"What is your current or last salary?" The question makes many job seekers cringe yet it inevitably comes up in interviews.
When Lyndy Lim started her job search at the start of the year, she repeatedly faced this question from recruiters. "Practically every opportunity, whether directly from a company or through an executive search firm, I would get asked this," she says.
Lim, who has worked in human resources since the late 1990s and who specialises in compensation, found the question bewildering.
"It's irrelevant," she says, arguing that employers should be paying for the job, not the person occupying it.
It is an intriguing issue. Applicants in the middle of an interview and keen to please a prospective employer may find the question unnerving - one's pay is an intensely personal issue after all - but they would likely think an employer has the right to know this information.
An employer could ask a job applicant about how much he was paid on his previous job for all sorts of plausible reasons.
Perhaps the company wants to know whether it can match an applicant's pay expectations. Perhaps it is just sizing up the candidate. After all, a previous employer with a multiyear relationship with a worker has good visibility about his or her skills and work ethic - previous pay could plausibly be seen as an indicator of a person's fair market value.
Lim argues that a company should make a decision about how much the role is worth to the firm and how much it needs to pay to match market standards - questions about previous pay are irrelevant.
Meanwhile, many applicants perceive, correctly, that questions about previous compensation immediately put them on the wrong side of the negotiation process.
The employer will be very tempted to use the old salary as a reference point for a new offer, with many firms going by an old benchmark of offering 15 per cent more than the former job.
In other words, by answering the question about previous pay, you are volunteering critical information the hiring firm will use in the salary negotiation, weakening your position.
Indeed, some of the bigger firms will occasionally do bogus job searches, asking candidates from rival firms about their pay levels, just so they can get better information about market rates for jobs.
If you don't think the information will be used in the negotiation, try flipping the question around, and asking the employer how much has been budgeted for the position. They are likely to deflect the question because it weakens their negotiating position. The information is sensitive on both sides.
Kate Springer, a journalist originally from the United States, hates questions about her former salary. "You want to make a good impression. You want to be agreeable and answer but it's just like a trap. You tell them and then you lose your bargaining power. The feeling you're left with is that they're trying to pay the bare minimum."
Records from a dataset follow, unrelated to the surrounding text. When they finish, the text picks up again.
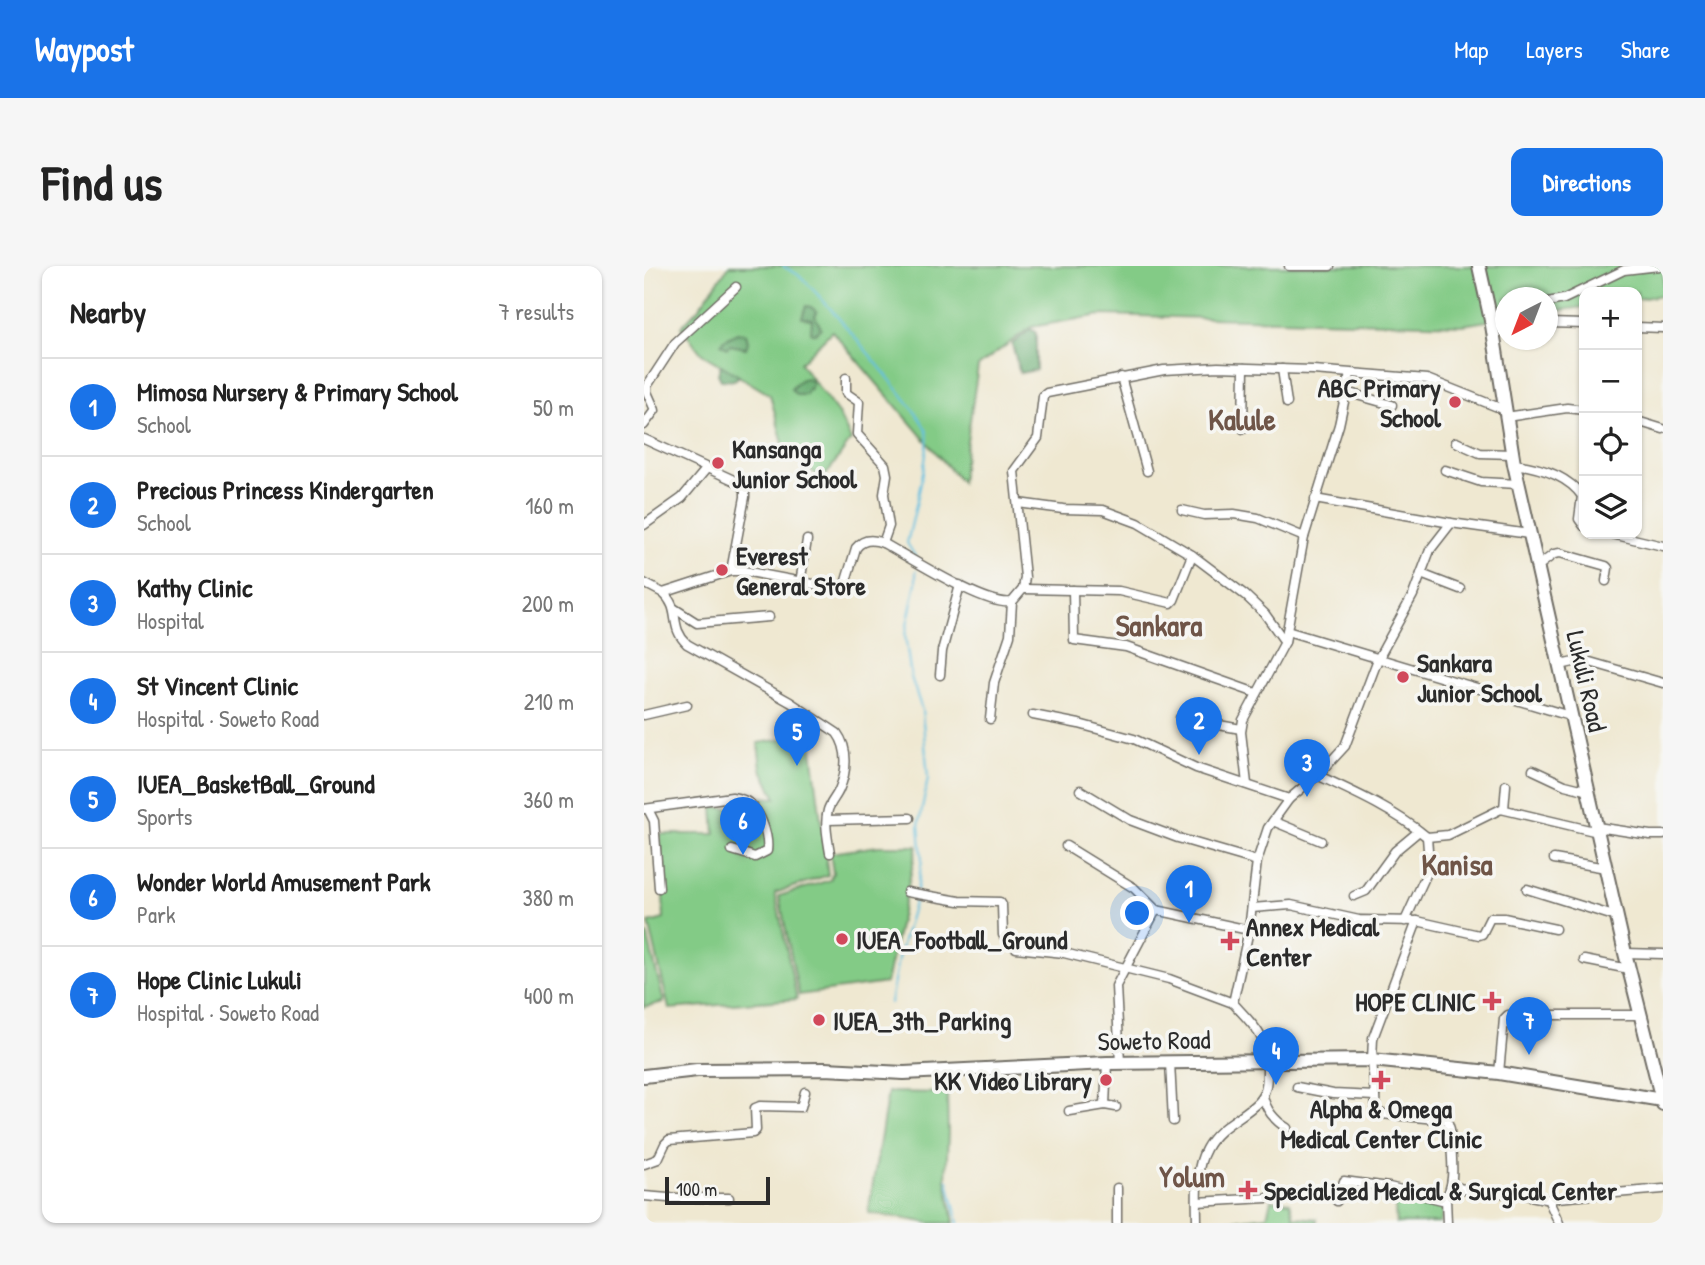 <!DOCTYPE html>
<meta charset="utf-8">
<style>
:root{--surface:#fff;--page:#f6f6f6;--text:#222;--muted:#767676;--line:#e0e0e0;--accent:#1a73e8}
body{margin:0;font-family:"Patrick Hand",sans-serif;background:var(--page);color:var(--text)}
.controls{position:absolute;right:21px;top:21px;display:grid;overflow:hidden;border-radius:14px;box-shadow:0 2px 5px #0004}
.controls button{width:63px;height:63px;display:grid;place-items:center;padding:0;border:0;border-bottom:2px solid var(--line);background:var(--surface);color:var(--text);font:35px sans-serif}
.compass{position:absolute;left:851px;top:21px;width:63px;height:63px;border-radius:50%;background:var(--surface);box-shadow:0 2px 5px #0004;rotate:222deg}
.scale{position:absolute;left:21px;bottom:18px;width:105px;box-sizing:border-box;padding-left:7px;border:4px solid #2b2b2b;border-top:0;font-size:19px;line-height:24px;white-space:nowrap;color:#2b2b2b;-webkit-text-stroke:5px #f6f6f2;paint-order:stroke}
.you{position:absolute;left:494px;top:648px;width:24px;height:24px;margin:-18px;border:5px solid #fff;border-radius:50%;background:#1a73e8;box-shadow:0 0 0 10px #1a73e833}
.badge{display:grid;place-items:center;width:46px;height:46px;border-radius:50%;background:var(--accent);color:#fff;font-size:23px;font-weight:700}
.pin{position:absolute;translate:-50% -58px;filter:drop-shadow(0 2px 4px #0008)}
.pin::after{content:'';position:absolute;top:37px;width:24px;height:21px;background:inherit;clip-path:polygon(0 0,100% 0,50% 100%)}
.list{margin:0;padding:0;list-style:none}
h2{display:flex;justify-content:space-between;align-items:center;height:91px;margin:0;padding:0 28px;font-size:30px}
h2 small{font-size:23px;font-weight:400;color:var(--muted)}
.list li{display:grid;grid-template-columns:46px 1fr auto;gap:21px;align-items:center;box-sizing:border-box;height:98px;padding:0 28px;border-top:2px solid var(--line)}
.list b{display:block;font-size:26px;white-space:nowrap}
.list p{margin:0;font-size:23px;white-space:nowrap;color:var(--muted)}
.list em{font-size:23px;font-style:normal;color:var(--muted)}
.icon{flex:none;width:38px;height:38px;fill:none;stroke:currentColor;stroke-width:2;stroke-linecap:round;stroke-linejoin:round}
.map{position:relative;flex:none;width:1019px;height:957px;overflow:hidden;border-radius:14px}
header{display:flex;align-items:center;gap:42px;box-sizing:border-box;height:98px;padding:0 35px;background:var(--accent);color:#fff}
header strong{font-size:33px}
nav{display:flex;gap:38px;margin-inline-start:auto;font-size:24px}
.intro{display:flex;align-items:center;justify-content:space-between;box-sizing:border-box;height:168px;padding:0 42px}
h1{margin:0;font-size:49px}
.button{padding:18px 32px;border-radius:14px;background:var(--accent);color:#fff;font-size:24px;font-weight:700}
main{display:flex;gap:42px;padding:0 42px}
aside{flex:1;background:var(--surface);border-radius:14px;box-shadow:0 2px 5px #0004}
.map>svg:first-child{display:block}
</style>
<header>
<strong>Waypost</strong>
<nav><a>Map</a><a>Layers</a><a>Share</a></nav>
</header>
<div class="intro"><h1>Find us</h1><a class="button">Directions</a></div>
<main>
<aside>
<h2>Nearby<small>7 results</small></h2>
<ul class="list">
<li><span class="badge">1</span><div><b>Mimosa Nursery &amp; Primary School</b><p>School</p></div><em>50 m</em></li>
<li><span class="badge">2</span><div><b>Precious Princess Kindergarten</b><p>School</p></div><em>160 m</em></li>
<li><span class="badge">3</span><div><b>Kathy Clinic</b><p>Hospital</p></div><em>200 m</em></li>
<li><span class="badge">4</span><div><b>St Vincent Clinic</b><p>Hospital · Soweto Road</p></div><em>210 m</em></li>
<li><span class="badge">5</span><div><b>IUEA_BasketBall_Ground</b><p>Sports</p></div><em>360 m</em></li>
<li><span class="badge">6</span><div><b>Wonder World Amusement Park</b><p>Park</p></div><em>380 m</em></li>
<li><span class="badge">7</span><div><b>Hope Clinic Lukuli</b><p>Hospital · Soweto Road</p></div><em>400 m</em></li>
</ul>
</aside>
<div class="map">
<svg width="1019" height="957" viewBox="0 0 1019 957">
<rect width="100%" height="100%" fill="#f6f6f2"/>
<filter id="ink" filterUnits="userSpaceOnUse"><feTurbulence type="fractalNoise" baseFrequency=".0143" numOctaves="2"/><feDisplacementMap in="SourceGraphic" scale="14" xChannelSelector="R" yChannelSelector="G"/><feConvolveMatrix kernelMatrix="1 2 1 2 8 2 1 2 1" color-interpolation-filters="sRGB"/></filter>
<filter id="wash" filterUnits="userSpaceOnUse"><feTurbulence type="fractalNoise" baseFrequency=".00686" numOctaves="4" result="noise"/><feDisplacementMap in="SourceGraphic" scale="28" xChannelSelector="R" yChannelSelector="G"/><feGaussianBlur stdDeviation="1.57" result="paint"/><feColorMatrix in="noise" values="0 0 0 0 0 0 0 0 0 0 0 0 0 0 0 0 0 1.4 0 .05"/><feComposite in="paint" operator="in"/></filter>
<g filter="url(#wash)">
<rect width="100%" height="100%" fill="#efe8d1"/>
<g fill="#83cb86" stroke="#577b58" stroke-width="2">
<path d="M85,0H1019V29L993,33V26H940V41L904,46V32H862L861,52L819,59L457,49L387,61L334,100L317,216L188,65L156,97L195,149L207,174L179,213L141,185L126,129L58,88L37,61L54,43Z"/>
<path d="M166,469L184,609L131,627L153,733L25,743L5,657L20,653L16,568H71L69,541L115,544L110,531L132,532L117,502L114,477Z"/>
<path d="M234,580H273L242,717L155,729L135,630L186,614L189,607L186,587Z"/>
<path d="M3,668L20,736L0,741V669Z"/>
<path d="M244,826L303,827L304,867L302,914L310,957H287L224,947Z"/>
<path d="M750,924L802,936L796,957H752Z"/>
<path d="M627,934L646,936L650,951L673,953V957H566L623,950Z"/>
</g>
<g fill="#6aaf73" stroke="#4a6d4f" stroke-width="2">
<path d="M162,40L167,41L173,46L171,50L177,62L171,68L167,66L168,53L158,52Z"/>
<path d="M387,63L392,67V104L376,107L368,78Z"/>
<path d="M93,67L102,68L104,76L102,82L86,79L83,82L77,78L80,74Z"/>
<path d="M77,99L95,110C90,117 84,114 77,114L74,108Z"/>
<path d="M161,112L168,115L166,124L164,123L162,129H152L147,123L156,114Z"/>
</g>
<g fill="none" stroke-linecap="round" stroke-linejoin="round">
<g stroke="#63c0e1" stroke-width="2">
<path d="M139,0C143,3 148,5 153,8C171,22 277,147 283,166C287,183 268,256 263,277L271,290"/>
<path d="M272,305V317L261,369L267,411L278,444L284,512L275,559L278,594L273,624"/>
<path d="M246,737L254,693L272,630"/>
<path d="M304,914L314,957"/>
</g>
</g>
</g>
<g filter="url(#ink)">
<g fill="none" stroke-linecap="round" stroke-linejoin="round">
<g stroke="#706d65" stroke-width="11">
<g id="street">
<path d="M645,0H686"/>
<path d="M904,36L920,33L980,4L1015,0"/>
<path d="M904,57L940,58"/>
<path d="M848,59H862"/>
<path d="M993,61L1019,62"/>
<path d="M638,103L643,137"/>
<path d="M477,111L503,205"/>
<path d="M202,112V127L215,136L213,168L241,199L243,209L240,228L245,260L239,277"/>
<path d="M702,126L748,139"/>
<path d="M862,151L923,142L940,144"/>
<path d="M993,155L1019,163"/>
<path d="M0,159L11,144L3,126V120L31,77L92,21"/>
<path d="M599,163L600,102"/>
<path d="M0,173L96,217L101,224V231L87,305"/>
<path d="M812,176L836,187L868,188"/>
<path d="M870,198C894,201 923,209 938,230L935,253L940,260"/>
<path d="M801,204L837,216L874,218"/>
<path d="M671,233L807,257L885,268"/>
<path d="M374,237L419,243L459,244L494,257L548,289L601,329L621,348L641,376"/>
<path d="M538,244L560,249L590,248L614,252L660,271"/>
<path d="M0,259L38,232L63,202"/>
<path d="M968,268L1019,280"/>
<path d="M893,301L910,288L916,287L962,300L964,302L962,315"/>
<path d="M777,308L816,323"/>
<path d="M0,317L19,327L87,305H100L190,322L201,318L212,282C219,273 229,273 239,277C265,291 342,341 368,336L379,323L381,311L370,205L394,172L399,130L403,127L520,104L574,101L669,104L783,113L861,144"/>
<path d="M156,317L163,274"/>
<path d="M379,323L475,325L527,337L530,334L548,289"/>
<path d="M429,324L430,374L482,381L612,427"/>
<path d="M19,327C38,344 24,360 43,378L146,436L193,467C205,483 203,506 195,524C192,531 186,537 184,544C180,557 184,574 186,587"/>
<path d="M31,343L53,357L125,351"/>
<path d="M643,365L929,451"/>
<path d="M916,399L939,394L1019,417"/>
<path d="M296,409L298,385L316,319"/>
<path d="M0,449L43,439"/>
<path d="M389,449L435,458L490,473L552,502L645,533"/>
<path d="M536,452L597,463"/>
<path d="M346,453L350,417L366,369L368,336"/>
<path d="M889,504L921,519L945,525"/>
<path d="M673,509C712,527 750,544 783,571L804,569L857,543L954,566"/>
<path d="M603,518L597,466L599,454L641,376L660,271L695,159L706,108"/>
<path d="M436,524L486,554L534,572L613,595"/>
<path d="M0,543L88,531C94,532 100,533 105,537C117,546 125,570 123,585L111,591L88,584"/>
<path d="M4,543L10,555L15,622"/>
<path d="M860,543L862,519"/>
<path d="M183,554L266,552"/>
<path d="M629,555L677,575"/>
<path d="M953,561L1006,569H1019"/>
<path d="M422,580L490,622L512,644L605,664"/>
<path d="M910,593L962,602"/>
<path d="M785,597L828,607"/>
<path d="M883,623L973,651"/>
<path d="M263,626L315,635L356,636L358,639L359,669L372,682L420,687L525,713L589,737"/>
<path d="M710,630L722,625L751,585L775,565"/>
<path d="M608,642L647,639L715,654L773,655L835,669L838,668L846,652H860L911,663"/>
<path d="M761,655L782,609L785,597L783,571"/>
<path d="M981,687L1019,688"/>
<path d="M940,694L985,703"/>
<path d="M526,796L529,855"/>
<path d="M463,797L461,839L472,841"/>
<path d="M476,797L472,720L512,644"/>
<path d="M855,807L860,753L864,749H997"/>
<path d="M653,821L689,828L731,830"/>
<path d="M619,829C621,843 631,855 643,862"/>
<path d="M425,845L461,839"/>
<path d="M0,898L14,893L21,878L25,874L109,867L112,864L111,842L116,840L157,841L161,826"/>
<path d="M809,920L834,927H871L901,933L1019,923"/>
<path d="M473,922V957"/>
<path d="M0,930L24,932H85"/>
<path d="M802,933L803,957"/>
<path d="M904,933L915,957"/>
<path d="M693,935L700,915L745,921L798,934C815,924 806,881 806,863L803,854L737,848L732,843L728,794L729,772L773,655"/>
<path d="M553,936L642,931"/>
<path d="M553,957C553,933 550,905 562,883C574,860 597,853 614,836C622,827 623,818 623,806C624,770 612,762 589,737L605,664L613,595L624,562L645,533L677,506L701,480L734,393L769,329L786,284L807,257"/>
</g>
</g>
<g stroke="#706d65" stroke-width="16">
<g id="secondary">
<path d="M835,0L848,59L870,198L981,687L1019,838"/>
<path d="M0,810L53,804L181,803L260,807L463,797L728,794L855,807L1018,834"/>
</g>
</g>
<use href="#street" stroke="#fff" stroke-width="8"/>
<use href="#secondary" stroke="#fff" stroke-width="12"/>
</g>
</g>
<g fill="#d1495b" stroke="#f6f6f2" stroke-width="2.5">
<circle cx="811" cy="136" r="7"/>
<circle cx="74" cy="197" r="7"/>
<circle cx="78" cy="304" r="7"/>
<circle cx="759" cy="411" r="7"/>
<circle cx="198" cy="673" r="7"/>
<path d="M582.5 664.5h7v7h7v7h-7v7h-7v-7h-7v-7h7z"/>
<path d="M844.5 724.5h7v7h7v7h-7v7h-7v-7h-7v-7h7z"/>
<circle cx="175" cy="754" r="7"/>
<circle cx="462" cy="814" r="7"/>
<path d="M733.5 803.5h7v7h7v7h-7v7h-7v-7h-7v-7h7z"/>
<path d="M600.5 913.5h7v7h7v7h-7v7h-7v-7h-7v-7h7z"/>
</g>
<g text-anchor="middle" dominant-baseline="central" stroke-width="7" stroke-linejoin="round" paint-order="stroke">
<g font-size="26" font-weight="bold" fill="#2b2b2b" stroke="#f6f6f2" text-anchor="start">
<text x="797" y="121" text-anchor="end">ABC Primary<tspan x="797" dy="30">School</tspan></text>
<text x="88" y="182">Kansanga<tspan x="88" dy="30">Junior School</tspan></text>
<text x="92" y="289">Everest<tspan x="92" dy="30">General Store</tspan></text>
<text x="773" y="396">Sankara<tspan x="773" dy="30">Junior School</tspan></text>
<text x="602" y="660">Annex Medical<tspan x="602" dy="30">Center</tspan></text>
<text x="212" y="673">IUEA_Football_Ground</text>
<text x="832" y="735" text-anchor="end">HOPE CLINIC</text>
<text x="189" y="754">IUEA_3th_Parking</text>
<text x="448" y="814" text-anchor="end">KK Video Library</text>
<text x="737" y="842" text-anchor="middle">Alpha &amp; Omega<tspan x="737" dy="30">Medical Center Clinic</tspan></text>
<text x="620" y="924">Specialized Medical &amp; Surgical Center</text>
</g>
<g font-size="26" fill="#2b2b2b" stroke="#f6f6f2">
<text transform="translate(943 415) rotate(77)">Lukuli Road</text>
<text transform="translate(510 774) rotate(-1)">Soweto Road</text>
</g>
<g font-size="30" font-weight="bold" fill="#6f5548" stroke="#f6f6f2">
<text x="598" y="153">Kalule</text>
<text x="515" y="359">Sankara</text>
<text x="813" y="598">Kanisa</text>
<text x="548" y="910">Yolum</text>
</g>
</g>
</svg>
<div class="controls">
<button>+</button>
<button>−</button>
<button><svg class="icon" aria-label="locate" viewBox="0 0 24 24"><circle cx="12" cy="12" r="6"/><path d="M12 2v4M12 18v4M2 12h4M18 12h4"/></svg></button>
<button><svg class="icon" aria-label="layers" viewBox="0 0 24 24"><path d="M12 4l9 5-9 5-9-5zM3 14l9 5 9-5"/></svg></button>
</div>
<svg class="compass" viewBox="-18 -18 36 36"><path d="M0-13l5 13h-10z" fill="#e53935"/><path d="M0 13l5-13h-10z" fill="#767676"/></svg>
<div class="scale">100 m</div>
<div class="you"></div>
<div class="pin badge" style="left:545px;top:657px">1</div>
<div class="pin badge" style="left:555px;top:489px">2</div>
<div class="pin badge" style="left:663px;top:531px">3</div>
<div class="pin badge" style="left:632px;top:819px">4</div>
<div class="pin badge" style="left:153px;top:500px">5</div>
<div class="pin badge" style="left:99px;top:589px">6</div>
<div class="pin badge" style="left:885px;top:789px">7</div>
</div>
</main>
Callister Koh, a regional human resources director for insurance firm AIA, says he will ask candidates about their former salaries.
"You need to pay according to the job. But you also need to pay according to the person's background. If the person's old salary is $90, and the job value is $130, maybe I can pay her $100 and then have room to raise the salary. I want [to know] how much room to move to raise her salary in the first year to keep her motivated," says Koh.
Fair enough. But, clearly, in this scenario the candidate would be better off not revealing her old salary.
Non-disclosure would force the company to make an offer pegged to job value, and not to her old compensation.
But it is even questionable whether one's previous salary is useful data for employers. Arguably, it is just bad information that muddies the hiring process. For example, a job candidate may be looking to slow down his career, and take a position with lower responsibilities, and pay. In that case the candidate's previous salary says nothing about what he or she should be paid in a new role. The information may lead an employer to overpay or to rule out a qualified candidate as too expensive.
Rose D'Souza, 26, works as a business analyst for a government health agency but is looking to move into writing. She fully expects to earn less as a writer. "Based on my work experience and salary now, I'd be tempted to say I earn less than I do during interviews. I don't want someone to say, 'She's OK, but we can go for someone who matches all the other qualifications and is cheaper.'"
Likewise, if an employer uses a low previous salary to lowball a new recruit on compensation, the person will figure this out and hold it against the firm.
"If we paid a person below the market rate, eventually the employee would find out. They would know they were being cheated," says Koh.
Applicants always have the option to politely decline to answer questions about previous pay.
Lim does not reveal her past salary to recruiters, out of her own privacy concerns and contractual obligations to previous employers (some of her employment contracts do not allow disclosure of salary). If she is asked about previous salary in an online form, she enters "0".
Employers and, in particular, head hunters may persist in asking the question and job seekers may think non-co-operation will be held against you. The more likely outcome is that, if an employer decides you are right for the job, questions about your former pay will quickly become irrelevant. The employer will then be forced to make an offer based entirely on what the job is worth. And that is the fairest possible outcome.